From the Lakefront to Arlington Heights

Photo from

Danny Semenak

Since 1971 the Chicago Bears have called Soldier Field their home. Countless wins, losses, memories, and traditions are synonymous with the Bears organization and synonymous with Soldier Field. However, ownership has not been happy with the city’s treatment of the field and have proposed to Mayor Lightfoot their plans of leaving the city behind. 

In 2001, a $400 million reconstruction plan of Soldier Field was signed by Richard M. Daley. Bears fans were confident their team would stay at Soldier forever, but over the recent years the poor effort from the city on keeping the stadium up to terms has vastly affected the McCaskeys, who are longtime owners of the Bears, stance on the future of the franchise. On September 29, 2021, the Bears purchased the Arlington Heights racetrack for $197.2 million. Although the deal has not been fully closed, ownership has started to inform Arlington Park residents and Mayor Lightfoot about how they will not consider staying in Soldier Field. 

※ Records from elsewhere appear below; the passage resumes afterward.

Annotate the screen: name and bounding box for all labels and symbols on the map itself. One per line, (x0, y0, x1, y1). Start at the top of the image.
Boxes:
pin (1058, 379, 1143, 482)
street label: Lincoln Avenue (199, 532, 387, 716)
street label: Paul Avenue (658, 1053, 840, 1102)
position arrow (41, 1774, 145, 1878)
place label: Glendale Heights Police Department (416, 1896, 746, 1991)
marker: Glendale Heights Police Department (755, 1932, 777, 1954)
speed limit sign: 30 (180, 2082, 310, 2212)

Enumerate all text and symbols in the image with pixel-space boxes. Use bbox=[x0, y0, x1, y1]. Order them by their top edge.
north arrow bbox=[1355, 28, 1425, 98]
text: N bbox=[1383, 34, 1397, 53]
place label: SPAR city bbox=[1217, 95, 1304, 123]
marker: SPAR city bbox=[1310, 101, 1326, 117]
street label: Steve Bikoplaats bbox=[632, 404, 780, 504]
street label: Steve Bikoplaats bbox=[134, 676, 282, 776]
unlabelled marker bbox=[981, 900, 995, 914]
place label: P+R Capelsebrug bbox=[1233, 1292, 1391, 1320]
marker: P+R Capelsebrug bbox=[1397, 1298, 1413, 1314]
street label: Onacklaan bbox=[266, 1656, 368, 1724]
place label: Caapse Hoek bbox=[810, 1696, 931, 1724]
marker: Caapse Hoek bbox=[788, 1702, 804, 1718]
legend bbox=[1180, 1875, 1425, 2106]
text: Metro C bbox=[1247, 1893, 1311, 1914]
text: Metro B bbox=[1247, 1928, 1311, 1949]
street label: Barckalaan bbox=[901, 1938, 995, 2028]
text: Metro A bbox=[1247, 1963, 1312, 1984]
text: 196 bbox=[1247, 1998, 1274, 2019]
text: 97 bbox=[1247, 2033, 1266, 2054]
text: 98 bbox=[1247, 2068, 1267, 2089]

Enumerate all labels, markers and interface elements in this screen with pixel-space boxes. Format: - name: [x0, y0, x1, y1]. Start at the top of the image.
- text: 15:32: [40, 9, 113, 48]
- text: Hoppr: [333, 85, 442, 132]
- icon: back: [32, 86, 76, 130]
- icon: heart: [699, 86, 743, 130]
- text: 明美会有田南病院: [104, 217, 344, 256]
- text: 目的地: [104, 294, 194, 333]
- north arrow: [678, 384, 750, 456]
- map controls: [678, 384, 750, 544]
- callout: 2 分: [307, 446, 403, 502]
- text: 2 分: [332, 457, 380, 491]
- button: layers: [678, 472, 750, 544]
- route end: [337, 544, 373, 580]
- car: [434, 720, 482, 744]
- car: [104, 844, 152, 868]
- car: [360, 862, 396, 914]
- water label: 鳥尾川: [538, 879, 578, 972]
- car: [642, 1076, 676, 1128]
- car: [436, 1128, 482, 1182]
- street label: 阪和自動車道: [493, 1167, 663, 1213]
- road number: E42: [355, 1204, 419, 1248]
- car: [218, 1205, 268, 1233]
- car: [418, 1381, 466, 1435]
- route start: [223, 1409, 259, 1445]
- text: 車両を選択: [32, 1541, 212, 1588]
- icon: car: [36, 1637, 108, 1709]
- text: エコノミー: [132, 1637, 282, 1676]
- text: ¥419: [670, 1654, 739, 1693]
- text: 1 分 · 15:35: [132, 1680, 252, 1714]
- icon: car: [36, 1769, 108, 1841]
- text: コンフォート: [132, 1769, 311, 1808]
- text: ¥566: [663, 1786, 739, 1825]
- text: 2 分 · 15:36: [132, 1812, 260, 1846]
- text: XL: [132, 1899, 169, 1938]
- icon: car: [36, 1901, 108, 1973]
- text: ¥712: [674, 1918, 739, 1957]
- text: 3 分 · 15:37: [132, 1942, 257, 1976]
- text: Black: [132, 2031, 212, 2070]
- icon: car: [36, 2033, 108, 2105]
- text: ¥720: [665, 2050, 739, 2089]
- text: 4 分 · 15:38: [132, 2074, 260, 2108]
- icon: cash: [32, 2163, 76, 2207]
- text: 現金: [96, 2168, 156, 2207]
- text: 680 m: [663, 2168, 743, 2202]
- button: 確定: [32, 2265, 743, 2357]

Bears ownership is having town hall meetings with the people of ArlingtonTed Phillips, President and CEO of Chicago Bears stressed to the community how serious the Bears are “we will not be discussing any other alternative sites, including renovations of Soldier Field” (Chicago Sun Times).

Over the past two years, the Bears organization has been seeking a solution for the deteriorating Soldier Field. The Bears do not own the stadium, which instead, belongs to the Chicago Park District. Soldier Field’s grass has been a main issue for years. The constant concerts and Chicago Fire games that happen at the stadium do the Bears no favors. In addition, fans have complained about the lack of accessibility for years. The lack of parking means fans have to pay extra to even get to the games. The city refuses to make changes, which has angered Bears ownership. A move to Arlington Heights would mean more accessibility. The 4 different highways means fans will have a less stressful commute to the stadium. Additionally, Bears ownership is very excited to make Arlington Heights a family friendly site. Their plans have been expressed to the local community, and the people of Arlington Heights are fully on board. The Bears organization hopes to give their fans a safe and positive experience while watching their team and believes moving to Arlington Heights will create a much better environment.

Ignatius Junior Jon Blackman is very happy about the potential move to Arlington, “I love that the Bears will have full control of their land and stadium, although it will be difficult to move out of the city, it will be a very beneficial move for the franchise”. 

Bears fans are some of the most loyal and passionate fans when it comes to their team. The fans deserve to have a safe and positive experience while watching their team, moving to Arlington Heights will create a much better environment.